On 9/15/20 9:43 AM, Alex Ezell wrote:
Do we use levels for any of these error log outputs?
That is, are they
classified on output as High, Medium, Low, Info, or something like that?
To an extent, yes. We have separate channels for PHP errors and
exceptions, for example, and although I don't think we currently
differentiate in logstash, maybe we could plausibly draw a further
distinction between PHP error levels. Intuitively, a low number of PHP
notices probably indicates something of lower severity than a high
number of fatals, and so forth.
Teasing out more detail about reported error severity could be a useful
exercise, but I'm not sure it would result in much more meaningful
signals than we currently have about production health.

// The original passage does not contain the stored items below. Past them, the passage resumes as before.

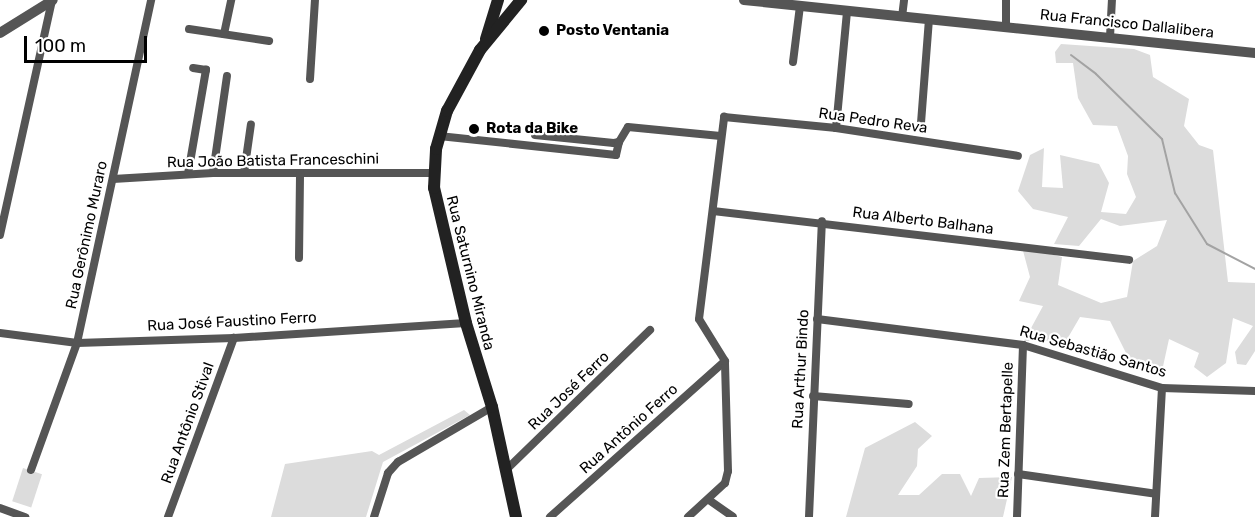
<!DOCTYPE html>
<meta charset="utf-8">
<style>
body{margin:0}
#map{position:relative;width:1255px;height:517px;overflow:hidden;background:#fff;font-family:Rubik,sans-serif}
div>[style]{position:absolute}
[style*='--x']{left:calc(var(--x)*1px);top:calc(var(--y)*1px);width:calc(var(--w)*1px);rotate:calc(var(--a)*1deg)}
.green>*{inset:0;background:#dcdcdc;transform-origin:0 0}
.stream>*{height:2px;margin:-1px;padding:0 1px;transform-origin:1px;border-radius:1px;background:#a3a3a3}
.minor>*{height:8px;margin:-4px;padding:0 4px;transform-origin:4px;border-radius:4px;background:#555}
.tertiary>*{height:10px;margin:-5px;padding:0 5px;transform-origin:5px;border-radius:5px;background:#555}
.secondary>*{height:12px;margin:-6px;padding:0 6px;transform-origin:6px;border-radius:6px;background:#222}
.dots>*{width:16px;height:16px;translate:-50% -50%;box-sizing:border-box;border:3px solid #fff;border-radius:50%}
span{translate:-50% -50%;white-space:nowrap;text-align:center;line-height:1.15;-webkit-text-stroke:4.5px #fff;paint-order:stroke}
.street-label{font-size:15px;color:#000}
.poi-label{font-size:15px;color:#000;font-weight:700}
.left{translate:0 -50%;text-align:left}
.scale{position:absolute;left:24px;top:36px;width:123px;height:27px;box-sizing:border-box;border:3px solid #000;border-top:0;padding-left:8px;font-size:18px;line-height:21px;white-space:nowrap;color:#000;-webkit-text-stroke:4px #fff;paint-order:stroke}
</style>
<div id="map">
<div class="green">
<div style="clip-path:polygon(1061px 44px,1134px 49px,1150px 55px,1153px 77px,1189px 99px,1184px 126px,1199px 145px,1213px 150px,1228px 282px,1255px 283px,1255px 351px,1246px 365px,1237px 364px,1235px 352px,1253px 326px,1233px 318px,1226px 363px,1207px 377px,1194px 367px,1199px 353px,1169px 339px,1162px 371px,1132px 365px,1110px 321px,1080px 317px,1066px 341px,1024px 341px,1043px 306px,1019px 301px,1030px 277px,1022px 247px,1062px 257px,1058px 285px,1101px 303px,1127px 297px,1133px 261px,1157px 246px,1167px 220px,1120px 226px,1101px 219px,1079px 246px,1054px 244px,1068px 217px,1033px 209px,1018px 191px,1030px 155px,1044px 148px,1042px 187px,1063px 188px,1060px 155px,1099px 164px,1109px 183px,1101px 212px,1126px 214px,1136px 197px,1127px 174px,1128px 156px,1117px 126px,1093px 125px,1078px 98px,1073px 63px,1056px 63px,1055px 52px)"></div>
<div style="clip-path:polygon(464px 410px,470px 415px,383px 462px,366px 517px,271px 517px,285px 464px,372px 451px,379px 455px)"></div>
<div style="clip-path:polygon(915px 422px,932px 436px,918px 449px,917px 466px,898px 495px,919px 495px,942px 474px,960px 474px,971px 496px,979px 478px,1012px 477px,1003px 517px,846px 517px,865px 448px)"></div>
<div style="left:23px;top:468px;width:20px;height:35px;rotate:18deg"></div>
</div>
<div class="stream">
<div style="--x:1071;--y:55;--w:31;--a:37"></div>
<div style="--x:1096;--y:74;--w:93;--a:44.6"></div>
<div style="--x:1162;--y:139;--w:56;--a:76.5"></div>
<div style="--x:1175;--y:193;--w:60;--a:57.9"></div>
<div style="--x:1207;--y:244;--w:54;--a:27.5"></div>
</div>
<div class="minor">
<div style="--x:1006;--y:0;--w:27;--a:90"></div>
<div style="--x:902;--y:17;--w:17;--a:-83"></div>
<div style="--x:189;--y:29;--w:81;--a:8.5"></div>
<div style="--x:224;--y:34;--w:35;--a:-78"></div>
<div style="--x:1110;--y:37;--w:37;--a:-87"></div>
<div style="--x:793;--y:62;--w:56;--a:-82.9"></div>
<div style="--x:310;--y:79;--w:79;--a:-86.4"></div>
<div style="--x:921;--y:123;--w:104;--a:-85.6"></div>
<div style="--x:836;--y:128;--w:118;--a:-84.6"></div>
<div style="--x:535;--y:135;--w:79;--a:5.8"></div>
<div style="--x:614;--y:143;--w:5;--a:-11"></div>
<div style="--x:619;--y:142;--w:17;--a:-59"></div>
<div style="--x:628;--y:127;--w:93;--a:5.5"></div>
<div style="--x:439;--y:136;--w:178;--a:6.1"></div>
<div style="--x:616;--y:155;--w:13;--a:-77"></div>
<div style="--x:213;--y:173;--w:98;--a:-81.8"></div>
<div style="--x:244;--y:173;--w:49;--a:-81.9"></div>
<div style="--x:188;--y:174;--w:106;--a:-80.2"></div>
<div style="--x:206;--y:70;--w:13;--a:-171"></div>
<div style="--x:113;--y:179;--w:100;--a:-3.4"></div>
<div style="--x:213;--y:173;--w:221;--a:0"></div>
<div style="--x:713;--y:211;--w:419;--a:6.7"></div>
<div style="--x:0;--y:235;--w:241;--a:-77.5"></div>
<div style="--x:299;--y:258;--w:85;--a:-89.3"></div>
<div style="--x:817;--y:319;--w:208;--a:7.2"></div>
<div style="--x:1023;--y:345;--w:145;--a:17.2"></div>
<div style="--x:1162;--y:388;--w:93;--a:1.8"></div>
<div style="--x:0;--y:333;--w:78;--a:7.4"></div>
<div style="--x:77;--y:343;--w:157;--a:-1.8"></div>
<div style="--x:234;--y:338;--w:232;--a:-3.7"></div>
<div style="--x:813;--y:396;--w:96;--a:4.8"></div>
<div style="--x:31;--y:470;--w:135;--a:-70.1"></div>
<div style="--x:77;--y:343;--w:351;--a:-77.8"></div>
<div style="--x:506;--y:470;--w:201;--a:-44.2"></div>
<div style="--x:1018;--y:474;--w:139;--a:8.2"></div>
<div style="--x:709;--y:500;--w:29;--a:35"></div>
<div style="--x:0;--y:508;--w:27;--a:20"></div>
<div style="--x:168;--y:517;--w:191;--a:-69.8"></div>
<div style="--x:374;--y:517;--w:46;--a:-72.3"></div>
<div style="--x:388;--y:473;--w:15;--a:-48"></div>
<div style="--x:398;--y:462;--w:109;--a:-30.3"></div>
<div style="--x:550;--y:517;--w:234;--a:-41.7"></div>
<div style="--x:688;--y:517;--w:50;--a:-42.6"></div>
<div style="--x:725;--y:483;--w:12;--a:-76"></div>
<div style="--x:728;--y:471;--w:110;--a:-91.6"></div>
<div style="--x:725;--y:361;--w:49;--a:-121.8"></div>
<div style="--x:699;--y:319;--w:204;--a:-82.9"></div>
<div style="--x:724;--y:117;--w:113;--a:5.6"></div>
<div style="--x:836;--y:128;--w:184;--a:8.7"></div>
<div style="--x:809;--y:517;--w:296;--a:-87.5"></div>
<div style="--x:1017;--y:517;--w:172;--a:-88"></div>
<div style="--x:1155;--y:517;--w:129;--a:-86.9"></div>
</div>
<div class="tertiary">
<div style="--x:744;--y:0;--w:514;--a:5.92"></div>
<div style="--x:0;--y:33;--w:62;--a:-31.9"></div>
</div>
<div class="secondary">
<div style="--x:486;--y:39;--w:41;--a:-72.9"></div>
<div style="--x:516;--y:517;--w:113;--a:-102.3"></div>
<div style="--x:492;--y:407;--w:88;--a:-107.2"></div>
<div style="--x:466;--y:323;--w:139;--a:-103.3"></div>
<div style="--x:434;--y:188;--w:39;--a:-87"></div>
<div style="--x:436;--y:149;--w:40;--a:-74"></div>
<div style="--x:447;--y:111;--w:69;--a:-61.6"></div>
<div style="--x:480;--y:50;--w:65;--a:-50.6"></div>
</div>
<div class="dots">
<div style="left:544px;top:31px;background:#000"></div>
<div style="left:474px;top:129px;background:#000"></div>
</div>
<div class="street-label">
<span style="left:1127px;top:24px;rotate:6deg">Rua Francisco Dallalibera</span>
<span style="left:873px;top:121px;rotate:8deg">Rua Pedro Reva</span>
<span style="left:273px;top:161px;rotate:-1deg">Rua João Batista Franceschini</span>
<span style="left:923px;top:221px;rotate:7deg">Rua Alberto Balhana</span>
<span style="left:87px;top:235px;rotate:-78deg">Rua Gerônimo Muraro</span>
<span style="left:470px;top:273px;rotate:76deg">Rua Saturnino Miranda</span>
<span style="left:232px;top:322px;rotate:-3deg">Rua José Faustino Ferro</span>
<span style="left:1093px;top:352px;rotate:16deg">Rua Sebastião Santos</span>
<span style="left:801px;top:369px;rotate:-87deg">Rua Arthur Bindo</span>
<span style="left:569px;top:391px;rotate:-44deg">Rua José Ferro</span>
<span style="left:188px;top:423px;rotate:-70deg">Rua Antônio Stival</span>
<span style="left:629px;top:429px;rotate:-42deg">Rua Antônio Ferro</span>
<span style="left:1006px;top:430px;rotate:-88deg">Rua Zem Bertapelle</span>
</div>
<div class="poi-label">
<span class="left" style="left:556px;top:31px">Posto Ventania</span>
<span class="left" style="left:486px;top:129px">Rota da Bike</span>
</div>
<div class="scale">100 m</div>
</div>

Serious
problems can manifest as trivial-seeming notices, some issues start out
that way and cascade over time, and generally any form of recurring
logspam needs human evaluation before we can easily say much more than
"this is a problem".
Or do we have to triage each of them as we examine
them?
Yeah. There are doubtless a lot of ways to improve the tooling we use
for that process, but right now I think it would be most helpful if we
just had more eyes _routinely_ on the logs and the workboard. (See
Tyler's earlier and much more detailed/thoughtful response to this thread.)
--
Brennen Bearnes
Release Engineering